__Data for analysis__:
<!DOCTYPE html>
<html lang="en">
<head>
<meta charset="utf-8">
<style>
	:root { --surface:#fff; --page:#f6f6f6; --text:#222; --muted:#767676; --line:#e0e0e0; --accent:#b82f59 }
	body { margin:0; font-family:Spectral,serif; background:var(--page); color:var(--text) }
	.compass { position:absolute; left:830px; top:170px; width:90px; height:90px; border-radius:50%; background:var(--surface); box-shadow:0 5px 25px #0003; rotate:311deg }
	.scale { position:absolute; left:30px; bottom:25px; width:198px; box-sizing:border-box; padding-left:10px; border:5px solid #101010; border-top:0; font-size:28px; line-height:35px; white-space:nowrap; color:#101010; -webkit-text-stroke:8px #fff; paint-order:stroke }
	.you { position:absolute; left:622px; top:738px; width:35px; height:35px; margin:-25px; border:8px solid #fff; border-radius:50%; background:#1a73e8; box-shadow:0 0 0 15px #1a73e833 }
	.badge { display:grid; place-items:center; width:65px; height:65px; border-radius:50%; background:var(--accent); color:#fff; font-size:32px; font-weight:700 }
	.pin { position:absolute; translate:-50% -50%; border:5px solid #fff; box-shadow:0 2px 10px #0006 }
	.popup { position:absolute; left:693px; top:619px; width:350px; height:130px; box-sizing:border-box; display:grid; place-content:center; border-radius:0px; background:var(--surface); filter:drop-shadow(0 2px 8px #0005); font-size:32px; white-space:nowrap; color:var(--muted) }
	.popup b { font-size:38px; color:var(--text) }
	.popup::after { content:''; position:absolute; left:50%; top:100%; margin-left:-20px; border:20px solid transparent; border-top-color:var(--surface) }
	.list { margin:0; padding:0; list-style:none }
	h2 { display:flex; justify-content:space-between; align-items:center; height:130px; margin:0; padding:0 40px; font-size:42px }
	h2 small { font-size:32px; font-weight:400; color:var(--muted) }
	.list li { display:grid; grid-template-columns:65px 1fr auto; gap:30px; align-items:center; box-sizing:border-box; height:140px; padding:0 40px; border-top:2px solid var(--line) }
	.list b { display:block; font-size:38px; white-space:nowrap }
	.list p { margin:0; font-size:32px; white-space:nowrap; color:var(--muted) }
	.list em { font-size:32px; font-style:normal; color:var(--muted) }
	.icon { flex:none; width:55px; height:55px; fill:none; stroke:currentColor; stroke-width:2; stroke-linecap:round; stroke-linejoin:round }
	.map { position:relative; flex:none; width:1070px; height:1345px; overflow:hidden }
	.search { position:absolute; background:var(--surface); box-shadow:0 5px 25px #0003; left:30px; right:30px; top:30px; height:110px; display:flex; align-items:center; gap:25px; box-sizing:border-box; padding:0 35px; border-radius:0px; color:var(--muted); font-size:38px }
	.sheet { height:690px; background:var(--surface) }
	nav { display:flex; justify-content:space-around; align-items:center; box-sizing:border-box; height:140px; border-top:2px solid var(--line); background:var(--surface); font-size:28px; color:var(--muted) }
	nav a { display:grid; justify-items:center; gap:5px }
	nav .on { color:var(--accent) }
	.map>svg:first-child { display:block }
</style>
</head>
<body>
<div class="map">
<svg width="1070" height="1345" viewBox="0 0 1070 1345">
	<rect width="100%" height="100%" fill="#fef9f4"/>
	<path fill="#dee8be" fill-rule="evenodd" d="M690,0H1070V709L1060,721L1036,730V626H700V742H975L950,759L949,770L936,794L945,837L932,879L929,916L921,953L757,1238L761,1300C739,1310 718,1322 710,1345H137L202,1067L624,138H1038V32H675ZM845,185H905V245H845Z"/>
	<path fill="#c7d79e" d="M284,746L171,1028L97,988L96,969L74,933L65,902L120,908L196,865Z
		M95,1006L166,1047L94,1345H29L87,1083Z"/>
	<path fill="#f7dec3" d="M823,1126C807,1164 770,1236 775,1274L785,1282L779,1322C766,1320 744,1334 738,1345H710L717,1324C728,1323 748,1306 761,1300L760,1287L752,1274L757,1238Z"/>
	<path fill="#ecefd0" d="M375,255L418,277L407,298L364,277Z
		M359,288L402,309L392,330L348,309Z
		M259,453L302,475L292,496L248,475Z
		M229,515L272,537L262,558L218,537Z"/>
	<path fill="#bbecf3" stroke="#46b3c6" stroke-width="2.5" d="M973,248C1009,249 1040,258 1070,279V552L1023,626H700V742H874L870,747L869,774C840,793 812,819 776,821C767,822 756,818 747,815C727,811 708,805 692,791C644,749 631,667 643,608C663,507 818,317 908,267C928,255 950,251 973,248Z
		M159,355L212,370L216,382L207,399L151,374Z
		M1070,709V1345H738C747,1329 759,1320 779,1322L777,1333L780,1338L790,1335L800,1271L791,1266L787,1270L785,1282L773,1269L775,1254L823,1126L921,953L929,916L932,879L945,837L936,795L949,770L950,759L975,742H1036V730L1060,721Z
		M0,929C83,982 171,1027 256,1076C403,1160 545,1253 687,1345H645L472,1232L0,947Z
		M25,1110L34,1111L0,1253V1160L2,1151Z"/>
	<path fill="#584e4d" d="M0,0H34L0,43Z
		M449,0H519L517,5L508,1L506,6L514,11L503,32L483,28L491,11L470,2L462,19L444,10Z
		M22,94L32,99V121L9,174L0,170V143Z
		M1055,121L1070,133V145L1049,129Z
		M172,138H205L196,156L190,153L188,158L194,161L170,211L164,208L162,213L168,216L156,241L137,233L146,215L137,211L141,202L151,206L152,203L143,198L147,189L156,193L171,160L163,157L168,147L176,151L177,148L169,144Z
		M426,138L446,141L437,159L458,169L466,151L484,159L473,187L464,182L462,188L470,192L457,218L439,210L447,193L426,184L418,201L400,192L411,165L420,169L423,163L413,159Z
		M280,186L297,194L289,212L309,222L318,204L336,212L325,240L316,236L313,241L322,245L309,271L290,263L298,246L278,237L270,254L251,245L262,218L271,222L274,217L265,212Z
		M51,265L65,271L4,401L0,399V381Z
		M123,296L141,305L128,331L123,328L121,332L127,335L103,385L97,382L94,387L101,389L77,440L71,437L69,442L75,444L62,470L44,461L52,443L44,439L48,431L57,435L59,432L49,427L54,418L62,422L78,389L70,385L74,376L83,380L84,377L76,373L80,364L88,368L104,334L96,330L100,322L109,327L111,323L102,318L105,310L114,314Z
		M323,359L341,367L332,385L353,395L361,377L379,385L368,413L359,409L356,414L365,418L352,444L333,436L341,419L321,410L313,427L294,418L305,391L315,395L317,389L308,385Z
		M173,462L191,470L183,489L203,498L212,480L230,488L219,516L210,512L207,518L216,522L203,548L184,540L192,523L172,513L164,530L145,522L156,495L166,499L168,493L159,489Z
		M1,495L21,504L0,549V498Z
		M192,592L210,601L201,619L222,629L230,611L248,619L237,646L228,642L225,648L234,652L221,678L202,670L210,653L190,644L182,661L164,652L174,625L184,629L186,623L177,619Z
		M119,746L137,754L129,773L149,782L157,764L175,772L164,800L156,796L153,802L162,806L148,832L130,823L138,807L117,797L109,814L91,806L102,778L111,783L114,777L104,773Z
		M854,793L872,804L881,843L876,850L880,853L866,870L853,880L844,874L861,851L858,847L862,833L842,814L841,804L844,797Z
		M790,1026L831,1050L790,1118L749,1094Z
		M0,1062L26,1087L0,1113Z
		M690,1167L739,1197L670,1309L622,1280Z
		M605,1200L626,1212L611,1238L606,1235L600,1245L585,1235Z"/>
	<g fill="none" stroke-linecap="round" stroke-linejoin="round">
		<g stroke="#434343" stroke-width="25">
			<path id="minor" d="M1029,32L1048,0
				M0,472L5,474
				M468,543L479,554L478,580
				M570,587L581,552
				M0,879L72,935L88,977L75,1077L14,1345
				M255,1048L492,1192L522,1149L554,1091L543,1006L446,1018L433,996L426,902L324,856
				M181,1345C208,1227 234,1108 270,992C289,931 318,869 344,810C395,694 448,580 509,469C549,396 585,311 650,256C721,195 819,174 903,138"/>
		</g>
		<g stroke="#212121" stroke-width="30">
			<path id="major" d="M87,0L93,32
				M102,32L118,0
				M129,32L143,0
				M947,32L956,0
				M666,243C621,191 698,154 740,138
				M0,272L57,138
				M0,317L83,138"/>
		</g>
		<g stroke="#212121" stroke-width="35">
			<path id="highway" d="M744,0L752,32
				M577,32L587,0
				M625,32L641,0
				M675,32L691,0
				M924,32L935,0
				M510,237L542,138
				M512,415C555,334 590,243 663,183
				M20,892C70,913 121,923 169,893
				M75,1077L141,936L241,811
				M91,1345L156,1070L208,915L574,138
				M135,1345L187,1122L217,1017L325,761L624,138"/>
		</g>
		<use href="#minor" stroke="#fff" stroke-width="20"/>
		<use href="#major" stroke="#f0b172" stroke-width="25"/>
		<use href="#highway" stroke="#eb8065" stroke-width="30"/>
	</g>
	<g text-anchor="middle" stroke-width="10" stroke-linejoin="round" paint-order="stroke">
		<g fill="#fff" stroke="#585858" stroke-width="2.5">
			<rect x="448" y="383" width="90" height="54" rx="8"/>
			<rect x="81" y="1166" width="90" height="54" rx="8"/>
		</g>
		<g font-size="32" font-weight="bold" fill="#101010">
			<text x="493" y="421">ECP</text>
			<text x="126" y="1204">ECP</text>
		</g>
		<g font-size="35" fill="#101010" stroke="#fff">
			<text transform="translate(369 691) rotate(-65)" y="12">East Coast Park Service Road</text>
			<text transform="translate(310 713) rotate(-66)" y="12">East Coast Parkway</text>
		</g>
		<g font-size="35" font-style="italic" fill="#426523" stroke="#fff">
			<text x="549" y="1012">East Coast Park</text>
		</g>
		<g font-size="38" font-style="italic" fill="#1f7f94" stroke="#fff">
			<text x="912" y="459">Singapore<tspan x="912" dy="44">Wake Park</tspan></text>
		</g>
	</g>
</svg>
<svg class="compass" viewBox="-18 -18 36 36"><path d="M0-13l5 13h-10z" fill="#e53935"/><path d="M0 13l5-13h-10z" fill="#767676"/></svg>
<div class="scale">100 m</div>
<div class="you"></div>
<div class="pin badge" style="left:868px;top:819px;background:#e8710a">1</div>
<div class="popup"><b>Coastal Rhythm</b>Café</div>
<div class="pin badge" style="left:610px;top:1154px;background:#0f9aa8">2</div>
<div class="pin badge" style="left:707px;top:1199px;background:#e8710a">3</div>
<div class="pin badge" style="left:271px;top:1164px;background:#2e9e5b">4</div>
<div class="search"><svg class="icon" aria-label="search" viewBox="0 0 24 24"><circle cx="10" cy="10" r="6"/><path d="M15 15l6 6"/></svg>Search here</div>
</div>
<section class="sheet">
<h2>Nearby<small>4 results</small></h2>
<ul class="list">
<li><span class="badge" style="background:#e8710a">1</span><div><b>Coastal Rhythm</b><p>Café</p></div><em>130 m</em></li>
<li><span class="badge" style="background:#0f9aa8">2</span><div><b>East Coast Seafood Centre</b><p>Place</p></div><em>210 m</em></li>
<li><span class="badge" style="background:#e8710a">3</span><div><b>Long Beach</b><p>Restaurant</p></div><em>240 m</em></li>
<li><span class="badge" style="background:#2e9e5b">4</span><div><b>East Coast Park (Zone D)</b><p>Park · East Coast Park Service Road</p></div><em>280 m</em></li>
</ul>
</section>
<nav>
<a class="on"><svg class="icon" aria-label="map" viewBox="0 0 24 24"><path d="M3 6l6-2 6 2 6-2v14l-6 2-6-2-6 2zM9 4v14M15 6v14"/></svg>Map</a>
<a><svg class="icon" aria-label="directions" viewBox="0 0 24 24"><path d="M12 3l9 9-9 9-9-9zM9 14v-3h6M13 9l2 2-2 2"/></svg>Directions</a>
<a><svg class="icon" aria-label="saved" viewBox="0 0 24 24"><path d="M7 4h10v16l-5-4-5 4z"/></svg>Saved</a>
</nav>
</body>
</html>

__Exercise objective__:
Of all the lines in the data above, show only those that hold the word "linecap".

__Written reply__:
	.icon { flex:none; width:55px; height:55px; fill:none; stroke:currentColor; stroke-width:2; stroke-linecap:round; stroke-linejoin:round }
	<g fill="none" stroke-linecap="round" stroke-linejoin="round">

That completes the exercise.